Start of Block

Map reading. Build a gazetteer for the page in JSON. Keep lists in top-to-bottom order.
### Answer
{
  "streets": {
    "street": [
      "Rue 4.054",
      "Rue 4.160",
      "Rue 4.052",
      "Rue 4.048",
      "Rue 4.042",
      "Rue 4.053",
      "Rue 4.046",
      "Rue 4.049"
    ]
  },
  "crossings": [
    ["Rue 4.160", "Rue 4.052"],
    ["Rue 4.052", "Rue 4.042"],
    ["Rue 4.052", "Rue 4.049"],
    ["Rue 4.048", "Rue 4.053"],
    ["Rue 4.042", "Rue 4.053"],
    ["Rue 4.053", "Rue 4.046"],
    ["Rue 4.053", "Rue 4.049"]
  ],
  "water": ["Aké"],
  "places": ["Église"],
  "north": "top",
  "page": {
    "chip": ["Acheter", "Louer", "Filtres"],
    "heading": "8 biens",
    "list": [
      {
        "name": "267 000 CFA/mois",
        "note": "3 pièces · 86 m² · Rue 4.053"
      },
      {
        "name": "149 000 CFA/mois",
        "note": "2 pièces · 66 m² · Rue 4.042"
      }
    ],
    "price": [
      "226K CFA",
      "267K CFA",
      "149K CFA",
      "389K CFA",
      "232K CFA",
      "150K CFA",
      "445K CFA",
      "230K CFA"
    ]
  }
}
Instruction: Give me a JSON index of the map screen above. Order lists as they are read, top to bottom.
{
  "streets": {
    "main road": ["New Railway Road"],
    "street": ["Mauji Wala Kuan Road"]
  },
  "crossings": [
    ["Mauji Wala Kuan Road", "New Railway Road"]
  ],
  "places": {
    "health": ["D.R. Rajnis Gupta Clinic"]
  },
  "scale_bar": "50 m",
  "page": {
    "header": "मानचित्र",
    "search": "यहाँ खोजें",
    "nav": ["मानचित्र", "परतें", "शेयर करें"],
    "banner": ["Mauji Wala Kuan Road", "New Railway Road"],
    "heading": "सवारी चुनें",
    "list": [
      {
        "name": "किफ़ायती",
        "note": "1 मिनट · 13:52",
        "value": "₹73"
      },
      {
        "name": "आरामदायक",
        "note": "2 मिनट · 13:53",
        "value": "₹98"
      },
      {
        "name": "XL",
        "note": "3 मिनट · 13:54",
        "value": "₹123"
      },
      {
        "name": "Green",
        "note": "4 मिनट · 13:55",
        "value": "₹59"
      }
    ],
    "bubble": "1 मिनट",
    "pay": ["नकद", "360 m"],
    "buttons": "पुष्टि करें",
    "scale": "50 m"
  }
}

End of Block

◆ THE PROBLEM
Each line of the entries above that has the word "Road" is to be copied.

◆ RESULT OF THE EXERCISE
    "main road": ["New Railway Road"],
    "street": ["Mauji Wala Kuan Road"]
    ["Mauji Wala Kuan Road", "New Railway Road"]
    "banner": ["Mauji Wala Kuan Road", "New Railway Road"],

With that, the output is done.